Cuenta con dos fachadas; la primera, que mira a la Alameda, está presidida por una torre almenada y la segunda, que da a la calle Velázquez Moreno, cuenta con miradores salientes. En los elementos decorativos, así como en la resolución de los vanos, se mezclan varios estilos como el ecléctico o el neogótico.
Sin duda, lo más destacable de su envolvente es la magnífica galería blanca de madera con diferentes elementos neogóticos y las orlas verticales de cerámica. Toda una joya de la arquitectura viguesa.

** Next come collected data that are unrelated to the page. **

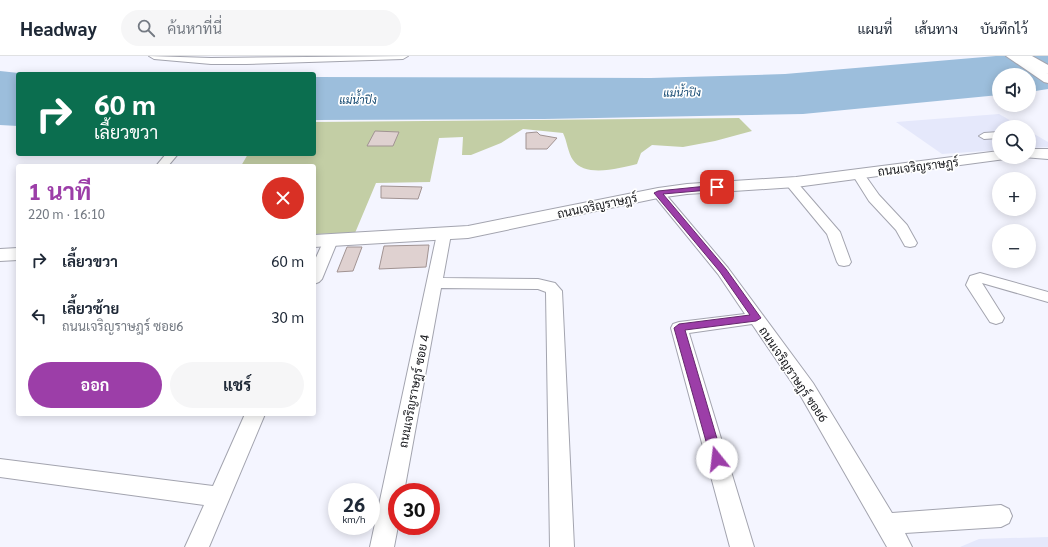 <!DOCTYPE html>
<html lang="th">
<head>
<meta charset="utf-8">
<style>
  :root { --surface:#fff; --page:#f6f6f7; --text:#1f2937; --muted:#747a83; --line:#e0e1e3; --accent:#9c3ea8 }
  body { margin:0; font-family:Georgia,Sarabun,serif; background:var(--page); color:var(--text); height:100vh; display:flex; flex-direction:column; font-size:15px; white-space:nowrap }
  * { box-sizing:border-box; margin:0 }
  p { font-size:13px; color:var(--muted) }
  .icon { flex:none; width:22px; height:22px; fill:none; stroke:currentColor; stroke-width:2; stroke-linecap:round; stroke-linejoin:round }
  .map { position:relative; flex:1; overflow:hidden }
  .side { position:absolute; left:16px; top:108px; width:300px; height:252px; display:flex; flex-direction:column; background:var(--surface); border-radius:4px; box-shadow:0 2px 10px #0003 }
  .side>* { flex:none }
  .guide { position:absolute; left:16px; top:16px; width:300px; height:84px; border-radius:4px; box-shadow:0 2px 10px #0003; background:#0b6e4f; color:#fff; overflow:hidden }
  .tools { position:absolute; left:992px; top:12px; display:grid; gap:8px }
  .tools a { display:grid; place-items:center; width:44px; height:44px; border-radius:50%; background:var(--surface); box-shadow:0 2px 10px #0003; font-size:20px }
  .speed { position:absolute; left:328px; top:427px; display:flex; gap:8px; font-size:20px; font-weight:700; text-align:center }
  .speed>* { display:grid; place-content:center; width:52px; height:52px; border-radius:50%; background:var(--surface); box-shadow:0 2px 10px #0003; line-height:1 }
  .speed small { font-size:10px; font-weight:400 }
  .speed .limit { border:6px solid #d22; background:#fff; color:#111 }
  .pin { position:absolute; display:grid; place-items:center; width:34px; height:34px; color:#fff; margin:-17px; border-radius:8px; box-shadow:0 2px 6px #0006 }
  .me { position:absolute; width:44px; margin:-22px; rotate:344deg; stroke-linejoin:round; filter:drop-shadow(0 0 3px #0008) }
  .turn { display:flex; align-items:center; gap:14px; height:84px; padding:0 12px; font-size:18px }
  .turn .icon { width:52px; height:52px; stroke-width:2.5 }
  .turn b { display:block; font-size:28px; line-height:34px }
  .round { display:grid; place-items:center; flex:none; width:42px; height:42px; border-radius:21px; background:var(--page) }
  .overview { display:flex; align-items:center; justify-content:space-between; height:68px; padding:0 12px }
  h1 { font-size:24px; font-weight:700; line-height:30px; color:var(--accent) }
  .action { display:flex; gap:8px; margin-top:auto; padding:8px 12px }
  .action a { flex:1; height:46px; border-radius:24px; background:var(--accent); color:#fff; font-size:16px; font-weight:700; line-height:46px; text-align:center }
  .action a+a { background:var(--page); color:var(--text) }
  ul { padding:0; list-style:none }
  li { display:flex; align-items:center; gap:12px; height:56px; padding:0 12px }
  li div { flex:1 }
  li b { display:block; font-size:15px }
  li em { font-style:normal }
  header { display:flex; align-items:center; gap:24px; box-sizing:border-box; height:56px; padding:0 20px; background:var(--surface); border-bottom:1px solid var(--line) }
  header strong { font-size:19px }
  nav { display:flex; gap:22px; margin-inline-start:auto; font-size:14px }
  .search { width:280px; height:36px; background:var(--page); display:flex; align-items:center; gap:10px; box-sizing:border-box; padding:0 14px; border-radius:22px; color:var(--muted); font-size:15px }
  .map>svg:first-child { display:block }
</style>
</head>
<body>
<header>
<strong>Headway</strong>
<div class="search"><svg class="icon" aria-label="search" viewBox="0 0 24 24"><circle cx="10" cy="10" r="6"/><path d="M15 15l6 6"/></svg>ค้นหาที่นี่</div>
<nav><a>แผนที่</a><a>เส้นทาง</a><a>บันทึกไว้</a></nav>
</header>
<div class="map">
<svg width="1048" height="491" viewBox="0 0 1048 491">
  <rect width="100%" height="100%" fill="#f4f5ff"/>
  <path fill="#e5e8fb" d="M999,58L1022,71H999V94L942,98L896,66Z
    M1029,75L1048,86V91L1029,92Z
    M1048,481V491H960L979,483Z"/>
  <path fill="#c3cea5" d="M739,62L752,75L715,85L683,91L652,89L641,97L637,108C620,112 585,122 573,104C568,97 567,85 563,77L523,73L501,87L471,99H462L463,81L439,82L430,126L376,127L355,177L314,178V110H241L248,98H314V66Z"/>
  <path fill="#9cbedc" d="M996,0H1048V33L1029,36V19H999V39L803,58L544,63L314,64V21L651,22L785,18Z
    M0,15L28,18H18V70L0,69Z"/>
  <path fill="#dfd1d0" stroke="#a19392" d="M375,75L399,76L393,90H367Z
    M537,76L540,79L557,82L547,93H526V77Z
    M381,130L422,131L418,143L381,142Z
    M429,189L426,211L379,213L384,190Z
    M347,191H362L353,215L337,216Z"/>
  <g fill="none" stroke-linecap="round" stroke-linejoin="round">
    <g stroke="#a3a4af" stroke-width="2">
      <path id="minor" d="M999,76V82L984,83L979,80L984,77Z
        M166,98H178L168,110H156Z
        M858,114L862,115L879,139L907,169L917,187L915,190L910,191L905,190L896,174L869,145L852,118L854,115Z
        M791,123L795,124L840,176L851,206L849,209L844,210L839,209L837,206L827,178L785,127L787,124Z
        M658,133L662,134L728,212L813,327L892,457L1001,449L1009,453L1012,460L1009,467L1001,471L905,477L912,491H887L799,337L752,268L689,277L754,491H730L671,272L673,268L679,266L745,258L718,218L652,137L654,134Z
        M444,174L449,175L451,178L443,222L538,223L555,227L562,235L574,491H550L546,236L538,233L441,232L404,436H397L398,470L394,491H370L437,178L439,175Z
        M331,180L336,181L338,184L322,223L319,226L314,228V206L324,184L326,181Z
        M980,217L1048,236V246L982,227L1004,262L1002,266L996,268L990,266L966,229L970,220Z
        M245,358H265L209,491H185L204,449L0,421V403L213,430Z"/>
    </g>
    <g stroke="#a3a4af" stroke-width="2">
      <path id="tertiary" d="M149,0L211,2L408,0L403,3L246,8H211L154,3Z"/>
    </g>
    <g stroke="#a3a4af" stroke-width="2">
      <path id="secondary" d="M1006,0H1020L1048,18V27L1044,26Z
        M1029,93H1048V103L1023,101H1029Z
        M999,95V101H1006L1005,103L796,131L687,138L658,142L468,182L314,191V179L468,170L658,132L687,128L796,121Z
        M18,192V204L0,205V193Z"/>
    </g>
    <g stroke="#a3a4af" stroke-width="2">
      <path id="trunk" d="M1018,0H1032L1048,9V18L1044,17Z"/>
    </g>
    <use href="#minor" fill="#fff" fill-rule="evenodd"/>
    <use href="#tertiary" fill="#fff" fill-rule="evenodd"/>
    <use href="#secondary" fill="#fff" fill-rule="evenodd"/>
    <use href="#trunk" fill="#fff" fill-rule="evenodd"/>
  </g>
  <path fill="#9c3ea8" stroke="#65286d" d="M717,129L720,130V133L663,138L726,213L761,262L756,265L685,274L723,403L721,407L717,408L712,407L711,403L674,272L679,268L750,259L720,216L654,137L658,135Z"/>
  <g text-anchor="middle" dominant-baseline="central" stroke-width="3.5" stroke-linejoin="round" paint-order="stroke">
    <g font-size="11" font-style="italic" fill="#12476f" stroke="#fff">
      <text transform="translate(682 36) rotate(-1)">แม่น้ำปิง</text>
      <text x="358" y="43">แม่น้ำปิง</text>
    </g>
    <g font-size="12" fill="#15161a" stroke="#fff">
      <text transform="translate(918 110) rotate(-7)">ถนนเจริญราษฎร์</text>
      <text transform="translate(597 149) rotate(-12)">ถนนเจริญราษฎร์</text>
      <text transform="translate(794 318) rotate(56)">ถนนเจริญราษฎร์ ซอย6</text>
      <text transform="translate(413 335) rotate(-79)">ถนนเจริญราษฎร์ ซอย 4</text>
    </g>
  </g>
</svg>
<div class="tools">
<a><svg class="icon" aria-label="sound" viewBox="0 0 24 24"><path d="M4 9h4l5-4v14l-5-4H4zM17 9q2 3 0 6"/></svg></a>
<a><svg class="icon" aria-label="search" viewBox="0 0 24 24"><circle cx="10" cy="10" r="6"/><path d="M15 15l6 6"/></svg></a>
<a>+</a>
<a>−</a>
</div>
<div class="speed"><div>26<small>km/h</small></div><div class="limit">30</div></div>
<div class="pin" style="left:717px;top:131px;background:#d93025"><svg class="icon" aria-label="arrive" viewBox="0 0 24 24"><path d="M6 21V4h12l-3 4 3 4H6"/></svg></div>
<svg class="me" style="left:717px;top:403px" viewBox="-20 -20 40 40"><circle r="19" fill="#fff"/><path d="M0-13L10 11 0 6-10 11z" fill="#9c3ea8"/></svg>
<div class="guide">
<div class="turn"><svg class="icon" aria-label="right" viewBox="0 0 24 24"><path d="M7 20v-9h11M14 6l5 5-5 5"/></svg><div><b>60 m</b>เลี้ยวขวา</div></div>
</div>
<section class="side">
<div class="overview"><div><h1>1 นาที</h1><p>220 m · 16:10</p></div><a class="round" style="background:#d93025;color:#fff"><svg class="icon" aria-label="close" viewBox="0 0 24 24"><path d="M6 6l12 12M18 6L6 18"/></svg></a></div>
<ul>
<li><svg class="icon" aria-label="right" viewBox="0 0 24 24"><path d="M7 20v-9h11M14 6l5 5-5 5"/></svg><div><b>เลี้ยวขวา</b></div><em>60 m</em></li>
<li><svg class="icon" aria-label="left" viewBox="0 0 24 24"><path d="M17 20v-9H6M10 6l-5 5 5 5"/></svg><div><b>เลี้ยวซ้าย</b><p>ถนนเจริญราษฎร์ ซอย6</p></div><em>30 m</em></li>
</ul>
<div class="action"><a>ออก</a><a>แชร์</a></div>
</section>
</div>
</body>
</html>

Si continúas tu camino desde la Alameda en dirección al mar hasta llegar a la Avenida de Beiramar, te envolverá el olor a sal. Observarás multitud de yates, el deteriorado edificio del Club Náutico y la mole que es el Centro Comercial A Laxe, con la pasarela elevada que lo conecta con el Casco Vello; una preciosa zona a la que por fin se le está dando brillo.
Volviendo al mar y a la zona peatonal de la calle Montero Ríos, no podía pasar por alto otra joya de la arquitectura modernista viguesa como es la Casa Mülder, edificio que también destaco en mi novela, por ser para mí uno de los más hermosos de mi ciudad.
La Casa Mülder fue diseñada por el arquitecto Manuel Gómez Román y terminó de construirse en 1907. Toda su fachada es de cantería y en ella destacan los cuerpos salientes con formas curvas que producen, junto a los pináculos que se elevan por encima de la cubierta, un marcado efecto vertical.
Uno de los elementos más destacables lo conforma el chaflán, que termina en una cúpula con forma ovoide revestida de brillante cerámica cobriza. También vale la pena mencionar el gran arco carpanel de la planta baja, el balcón corrido con aberturas curvas y los elementos cerámicos decorados con guirnaldas y seres mitológicos.
Esta es una pequeña pincelada de lo que podéis descubrir en Vigo. Conocida como la ciudad de las luces por su popular decoración navideña, merece la pena callejear por el centro y el Casco Viejo, además de visitar sus playas. Sé que los amantes de la Arquitectura sabrán apreciar sus encantos. En próximas publicaciones os hablaré de otros edificios históricos relevantes.